Entretien avec Éric Beynel

[PAR REPORTERRE.NET]

Le projet de loi d’urgence sanitaire a été présenté en Conseil des ministres mercredi 18 mars. Ce texte prévoit « un accroissement exorbitant des pouvoirs » d’un gouvernement, qui agit « surtout à sauver le capitalisme », selon le syndicaliste Éric Beynel.

Éric Beynel est porte-parole de l’Union syndicale Solidaire. Fondée en 2003, cette union syndicale interprofessionnelle est composée de fédérations, de syndicats nationaux et d’unions locales et régionales. Elle a comme « leitmotiv la transformation sociale ou la mise à bas du capitalisme ».


Reporterre — Que pensez-vous du projet de loi d’urgence sanitaire élaboré par le gouvernement ?

Éric Beynel — Il prévoit un accroissement exorbitant des pouvoirs d’un gouvernement qui nous a appris dans le passé récent qu’il bafouait allègrement les libertés, comme celles de manifester, de se réunir ou de circuler librement. Donc, on n’est pas rassuré quand il s’arroge des pouvoirs supplémentaires, comme celui de modifier les règles de la santé du travail.

Tel qu’il est écrit, ce texte est une atteinte aux libertés individuelles et une restriction du droit du travail. Le problème est qu’on ne voit pas où sont les contre-pouvoirs car la vie démocratique est à l’arrêt depuis une semaine. Les décisions doivent être prises de manière plus équilibrée, sans autoritarisme : tout le monde sait ce qu’il doit faire pour gérer la crise.
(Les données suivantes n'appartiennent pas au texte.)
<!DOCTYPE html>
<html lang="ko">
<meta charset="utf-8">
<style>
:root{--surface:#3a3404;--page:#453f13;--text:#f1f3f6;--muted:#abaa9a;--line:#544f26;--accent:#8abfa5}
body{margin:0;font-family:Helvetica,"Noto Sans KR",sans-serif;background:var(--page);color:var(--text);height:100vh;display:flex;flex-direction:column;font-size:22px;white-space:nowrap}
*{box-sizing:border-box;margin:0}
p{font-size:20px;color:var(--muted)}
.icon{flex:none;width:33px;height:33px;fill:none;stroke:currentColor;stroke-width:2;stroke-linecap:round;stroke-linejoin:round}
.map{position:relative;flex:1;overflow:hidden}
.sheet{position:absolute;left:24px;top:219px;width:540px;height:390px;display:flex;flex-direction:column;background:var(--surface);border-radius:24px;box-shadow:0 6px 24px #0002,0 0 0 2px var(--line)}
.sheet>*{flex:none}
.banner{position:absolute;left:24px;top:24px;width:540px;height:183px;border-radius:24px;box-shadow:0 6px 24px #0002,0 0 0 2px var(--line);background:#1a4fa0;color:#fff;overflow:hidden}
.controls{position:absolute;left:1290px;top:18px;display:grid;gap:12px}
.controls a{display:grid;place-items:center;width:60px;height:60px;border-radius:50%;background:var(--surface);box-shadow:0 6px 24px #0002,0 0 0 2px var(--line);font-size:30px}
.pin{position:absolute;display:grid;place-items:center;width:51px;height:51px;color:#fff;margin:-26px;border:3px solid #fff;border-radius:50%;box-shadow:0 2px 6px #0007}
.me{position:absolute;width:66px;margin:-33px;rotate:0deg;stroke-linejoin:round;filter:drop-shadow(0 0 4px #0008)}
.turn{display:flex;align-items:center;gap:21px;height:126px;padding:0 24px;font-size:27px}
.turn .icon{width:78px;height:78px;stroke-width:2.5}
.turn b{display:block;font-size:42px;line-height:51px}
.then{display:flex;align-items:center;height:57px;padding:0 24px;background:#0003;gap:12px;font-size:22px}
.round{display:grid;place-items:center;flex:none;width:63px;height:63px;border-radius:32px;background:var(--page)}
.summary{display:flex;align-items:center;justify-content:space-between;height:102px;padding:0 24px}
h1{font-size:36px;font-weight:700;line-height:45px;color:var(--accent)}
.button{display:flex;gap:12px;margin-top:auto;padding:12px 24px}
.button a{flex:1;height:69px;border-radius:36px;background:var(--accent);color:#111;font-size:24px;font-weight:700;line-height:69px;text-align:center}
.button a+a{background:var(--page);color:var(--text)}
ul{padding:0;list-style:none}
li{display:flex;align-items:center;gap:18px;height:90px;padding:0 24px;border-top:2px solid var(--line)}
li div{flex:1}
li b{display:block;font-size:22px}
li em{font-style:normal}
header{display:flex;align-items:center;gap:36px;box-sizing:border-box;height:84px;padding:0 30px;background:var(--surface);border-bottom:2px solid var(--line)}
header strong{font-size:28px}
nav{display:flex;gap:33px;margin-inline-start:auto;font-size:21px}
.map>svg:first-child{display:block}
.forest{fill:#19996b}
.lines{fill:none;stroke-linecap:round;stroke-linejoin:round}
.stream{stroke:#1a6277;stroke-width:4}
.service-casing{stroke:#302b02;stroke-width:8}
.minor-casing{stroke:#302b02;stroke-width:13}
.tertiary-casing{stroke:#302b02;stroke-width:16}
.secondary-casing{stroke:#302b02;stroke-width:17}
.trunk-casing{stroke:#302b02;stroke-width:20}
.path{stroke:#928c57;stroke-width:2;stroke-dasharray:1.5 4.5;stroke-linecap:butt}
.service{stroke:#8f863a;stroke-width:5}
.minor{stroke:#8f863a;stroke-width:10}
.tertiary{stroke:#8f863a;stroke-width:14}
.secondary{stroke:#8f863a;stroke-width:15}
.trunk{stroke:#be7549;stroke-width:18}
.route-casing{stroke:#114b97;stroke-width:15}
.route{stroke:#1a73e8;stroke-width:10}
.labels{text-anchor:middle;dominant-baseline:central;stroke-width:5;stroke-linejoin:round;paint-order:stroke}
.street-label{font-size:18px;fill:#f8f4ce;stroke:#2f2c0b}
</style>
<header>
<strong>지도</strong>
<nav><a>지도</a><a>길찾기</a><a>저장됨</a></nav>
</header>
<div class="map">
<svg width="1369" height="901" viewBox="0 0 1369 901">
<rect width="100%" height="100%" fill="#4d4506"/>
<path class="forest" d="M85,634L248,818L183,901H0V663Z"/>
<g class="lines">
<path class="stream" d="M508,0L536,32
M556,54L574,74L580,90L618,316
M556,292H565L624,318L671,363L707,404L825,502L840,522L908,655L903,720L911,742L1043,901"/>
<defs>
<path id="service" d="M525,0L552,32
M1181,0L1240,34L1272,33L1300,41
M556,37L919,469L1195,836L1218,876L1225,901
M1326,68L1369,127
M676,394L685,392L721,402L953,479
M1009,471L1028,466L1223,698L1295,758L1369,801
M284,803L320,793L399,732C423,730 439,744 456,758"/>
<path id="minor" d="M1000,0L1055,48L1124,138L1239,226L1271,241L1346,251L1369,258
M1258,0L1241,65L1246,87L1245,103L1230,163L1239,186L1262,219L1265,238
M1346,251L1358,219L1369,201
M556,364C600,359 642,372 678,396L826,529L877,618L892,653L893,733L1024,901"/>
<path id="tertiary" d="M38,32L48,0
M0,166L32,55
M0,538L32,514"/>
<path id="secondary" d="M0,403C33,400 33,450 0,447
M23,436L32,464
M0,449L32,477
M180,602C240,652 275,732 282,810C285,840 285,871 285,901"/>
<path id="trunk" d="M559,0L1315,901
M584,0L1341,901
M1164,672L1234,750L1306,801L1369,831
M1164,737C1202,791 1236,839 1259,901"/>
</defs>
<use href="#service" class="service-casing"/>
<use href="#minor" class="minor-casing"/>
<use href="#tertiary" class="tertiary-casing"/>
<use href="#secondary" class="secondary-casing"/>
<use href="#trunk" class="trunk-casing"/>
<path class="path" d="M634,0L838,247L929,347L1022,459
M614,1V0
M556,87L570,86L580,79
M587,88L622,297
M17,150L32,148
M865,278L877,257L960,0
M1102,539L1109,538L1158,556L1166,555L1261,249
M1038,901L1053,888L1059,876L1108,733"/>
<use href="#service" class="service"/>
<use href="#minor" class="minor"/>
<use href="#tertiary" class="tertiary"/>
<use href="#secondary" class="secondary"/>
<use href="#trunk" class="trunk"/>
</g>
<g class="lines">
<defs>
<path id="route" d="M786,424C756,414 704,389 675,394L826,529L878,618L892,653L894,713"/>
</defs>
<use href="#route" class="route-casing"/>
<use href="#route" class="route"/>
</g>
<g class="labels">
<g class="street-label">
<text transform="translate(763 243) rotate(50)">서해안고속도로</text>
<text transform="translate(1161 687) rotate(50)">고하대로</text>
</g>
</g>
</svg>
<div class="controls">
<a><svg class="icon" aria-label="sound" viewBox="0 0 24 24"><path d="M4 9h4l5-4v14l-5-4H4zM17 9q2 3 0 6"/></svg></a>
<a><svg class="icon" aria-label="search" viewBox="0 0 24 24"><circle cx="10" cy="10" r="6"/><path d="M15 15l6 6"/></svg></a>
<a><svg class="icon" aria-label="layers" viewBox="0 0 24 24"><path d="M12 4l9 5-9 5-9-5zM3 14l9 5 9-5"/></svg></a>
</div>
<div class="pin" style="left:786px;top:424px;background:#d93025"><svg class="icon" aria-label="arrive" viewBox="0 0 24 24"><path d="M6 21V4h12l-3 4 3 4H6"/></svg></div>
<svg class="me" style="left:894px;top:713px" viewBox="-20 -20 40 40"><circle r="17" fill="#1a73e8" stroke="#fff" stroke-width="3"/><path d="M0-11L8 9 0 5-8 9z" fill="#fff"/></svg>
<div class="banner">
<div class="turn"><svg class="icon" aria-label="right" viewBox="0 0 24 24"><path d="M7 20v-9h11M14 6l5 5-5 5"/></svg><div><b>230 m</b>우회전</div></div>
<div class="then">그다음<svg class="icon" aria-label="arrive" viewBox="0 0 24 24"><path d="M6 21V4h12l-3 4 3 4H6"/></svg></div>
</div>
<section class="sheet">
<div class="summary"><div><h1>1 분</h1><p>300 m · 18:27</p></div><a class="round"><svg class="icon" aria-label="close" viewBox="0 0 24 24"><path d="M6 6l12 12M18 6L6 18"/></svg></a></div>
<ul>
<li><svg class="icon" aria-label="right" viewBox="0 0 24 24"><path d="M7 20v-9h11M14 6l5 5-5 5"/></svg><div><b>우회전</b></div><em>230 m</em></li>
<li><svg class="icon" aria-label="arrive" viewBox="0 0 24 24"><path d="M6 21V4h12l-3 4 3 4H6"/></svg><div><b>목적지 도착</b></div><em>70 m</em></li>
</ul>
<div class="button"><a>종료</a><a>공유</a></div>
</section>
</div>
Il faut de la transparence sur les faits et de la cohérence sur les actes.


Le texte prévoit des dérogations au droit du travail notamment pour des entreprises essentielles. De l’autre côté, l’interdiction des licenciements n’a pas été retenue. Protège-t-on plus les employeurs que les salariés dans cette crise ?

J’ai l’impression que oui. Quand les salariés sont sur leur lieu de travail, ils le sont dans le cadre d’un contrat de travail. L’employeur est le seul responsable de la santé et de la sécurité des salariés. Il n’est pas normal que la majorité des dispositifs de sécurité soit à la charge des salariés et non des employeurs. Partout où les travailleurs veulent se protéger, patrons et ministres se mettent en travers de leur route. Il faut pouvoir cesser le travail là où il n’est pas indispensable.

Mais, quelles sont les entreprises essentielles ? Il faut se réunir collectivement pour définir ce qu’est une entreprise indispensable et ne pas laisser ces décisions entre les mains du seul gouvernement. Est-ce qu’on a besoin de construire des bateaux, des voitures, des avions ? On a besoin des gens qui travaillent dans le logement, dans la production alimentaire et dans la santé. Tous les autres doivent rester chez eux. L’économie doit être au service de tout le monde et pas de quelques-uns. Pour le gouvernement, il s’agit surtout de sauver le capitalisme.